*What to produce:*
Report all lines of the records that contain "Avenida".
━━━ Provided records
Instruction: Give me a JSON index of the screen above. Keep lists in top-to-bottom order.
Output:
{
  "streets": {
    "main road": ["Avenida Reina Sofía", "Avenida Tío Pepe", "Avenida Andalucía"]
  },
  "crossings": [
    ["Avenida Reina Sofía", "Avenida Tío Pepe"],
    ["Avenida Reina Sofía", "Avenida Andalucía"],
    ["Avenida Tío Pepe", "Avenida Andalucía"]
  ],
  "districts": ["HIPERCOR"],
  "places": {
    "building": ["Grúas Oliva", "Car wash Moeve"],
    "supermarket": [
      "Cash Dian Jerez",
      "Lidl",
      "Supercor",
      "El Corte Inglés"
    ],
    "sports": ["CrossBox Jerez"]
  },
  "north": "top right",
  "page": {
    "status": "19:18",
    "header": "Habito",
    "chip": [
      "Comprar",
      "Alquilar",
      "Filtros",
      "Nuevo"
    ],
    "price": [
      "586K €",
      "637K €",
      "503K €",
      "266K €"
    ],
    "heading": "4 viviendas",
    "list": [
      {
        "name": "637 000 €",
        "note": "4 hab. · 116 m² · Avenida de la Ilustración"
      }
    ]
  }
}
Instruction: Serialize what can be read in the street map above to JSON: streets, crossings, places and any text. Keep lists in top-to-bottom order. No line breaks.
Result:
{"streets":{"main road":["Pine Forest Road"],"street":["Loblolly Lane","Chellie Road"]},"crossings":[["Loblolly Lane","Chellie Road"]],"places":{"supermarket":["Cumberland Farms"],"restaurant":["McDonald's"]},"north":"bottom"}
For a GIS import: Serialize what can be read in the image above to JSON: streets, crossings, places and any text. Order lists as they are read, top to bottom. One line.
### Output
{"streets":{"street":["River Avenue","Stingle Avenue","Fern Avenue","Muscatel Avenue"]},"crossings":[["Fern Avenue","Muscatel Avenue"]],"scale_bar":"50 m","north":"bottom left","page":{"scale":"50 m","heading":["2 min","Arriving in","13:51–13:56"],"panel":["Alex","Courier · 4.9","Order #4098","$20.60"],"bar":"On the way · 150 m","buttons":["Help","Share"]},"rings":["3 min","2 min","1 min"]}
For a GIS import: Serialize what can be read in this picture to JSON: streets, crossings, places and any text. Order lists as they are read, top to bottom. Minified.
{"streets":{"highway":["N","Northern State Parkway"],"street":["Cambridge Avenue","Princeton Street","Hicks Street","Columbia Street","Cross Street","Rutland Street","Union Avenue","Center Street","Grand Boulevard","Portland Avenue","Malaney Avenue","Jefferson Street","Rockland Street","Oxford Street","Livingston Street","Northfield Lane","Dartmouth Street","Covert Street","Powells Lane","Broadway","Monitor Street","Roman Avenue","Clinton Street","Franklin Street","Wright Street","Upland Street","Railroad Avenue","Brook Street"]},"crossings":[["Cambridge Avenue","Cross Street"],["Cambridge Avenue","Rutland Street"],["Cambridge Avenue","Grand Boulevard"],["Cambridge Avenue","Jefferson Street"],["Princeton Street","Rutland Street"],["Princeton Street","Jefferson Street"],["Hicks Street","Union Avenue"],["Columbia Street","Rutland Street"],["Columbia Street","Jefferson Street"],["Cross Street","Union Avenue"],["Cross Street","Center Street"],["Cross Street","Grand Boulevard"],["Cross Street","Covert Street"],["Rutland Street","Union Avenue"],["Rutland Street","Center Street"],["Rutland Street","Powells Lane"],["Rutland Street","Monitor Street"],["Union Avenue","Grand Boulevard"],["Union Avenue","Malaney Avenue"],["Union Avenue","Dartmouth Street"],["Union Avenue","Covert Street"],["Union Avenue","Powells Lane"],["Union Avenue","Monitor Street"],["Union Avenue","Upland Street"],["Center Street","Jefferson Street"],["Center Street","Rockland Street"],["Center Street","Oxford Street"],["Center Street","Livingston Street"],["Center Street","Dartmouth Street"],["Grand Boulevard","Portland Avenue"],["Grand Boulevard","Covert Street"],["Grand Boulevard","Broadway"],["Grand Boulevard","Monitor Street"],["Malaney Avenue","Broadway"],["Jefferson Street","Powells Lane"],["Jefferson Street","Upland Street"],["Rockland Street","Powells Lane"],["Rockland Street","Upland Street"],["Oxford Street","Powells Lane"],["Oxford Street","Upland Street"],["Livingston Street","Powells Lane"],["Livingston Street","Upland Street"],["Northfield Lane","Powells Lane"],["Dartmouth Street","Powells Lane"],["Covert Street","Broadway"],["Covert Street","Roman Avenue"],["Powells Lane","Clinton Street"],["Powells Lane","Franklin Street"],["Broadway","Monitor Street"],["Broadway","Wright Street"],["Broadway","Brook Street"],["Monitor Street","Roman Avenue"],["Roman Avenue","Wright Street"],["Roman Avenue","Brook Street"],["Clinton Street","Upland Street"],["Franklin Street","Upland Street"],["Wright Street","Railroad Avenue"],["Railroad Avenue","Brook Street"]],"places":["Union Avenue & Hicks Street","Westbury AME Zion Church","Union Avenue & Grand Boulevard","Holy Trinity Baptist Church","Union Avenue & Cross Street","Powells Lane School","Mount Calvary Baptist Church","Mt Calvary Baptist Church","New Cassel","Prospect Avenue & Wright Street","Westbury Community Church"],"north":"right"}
━━━━━━
*Answer:*
    "main road": ["Avenida Reina Sofía", "Avenida Tío Pepe", "Avenida Andalucía"]
    ["Avenida Reina Sofía", "Avenida Tío Pepe"],
    ["Avenida Reina Sofía", "Avenida Andalucía"],
    ["Avenida Tío Pepe", "Avenida Andalucía"]
        "note": "4 hab. · 116 m² · Avenida de la Ilustración"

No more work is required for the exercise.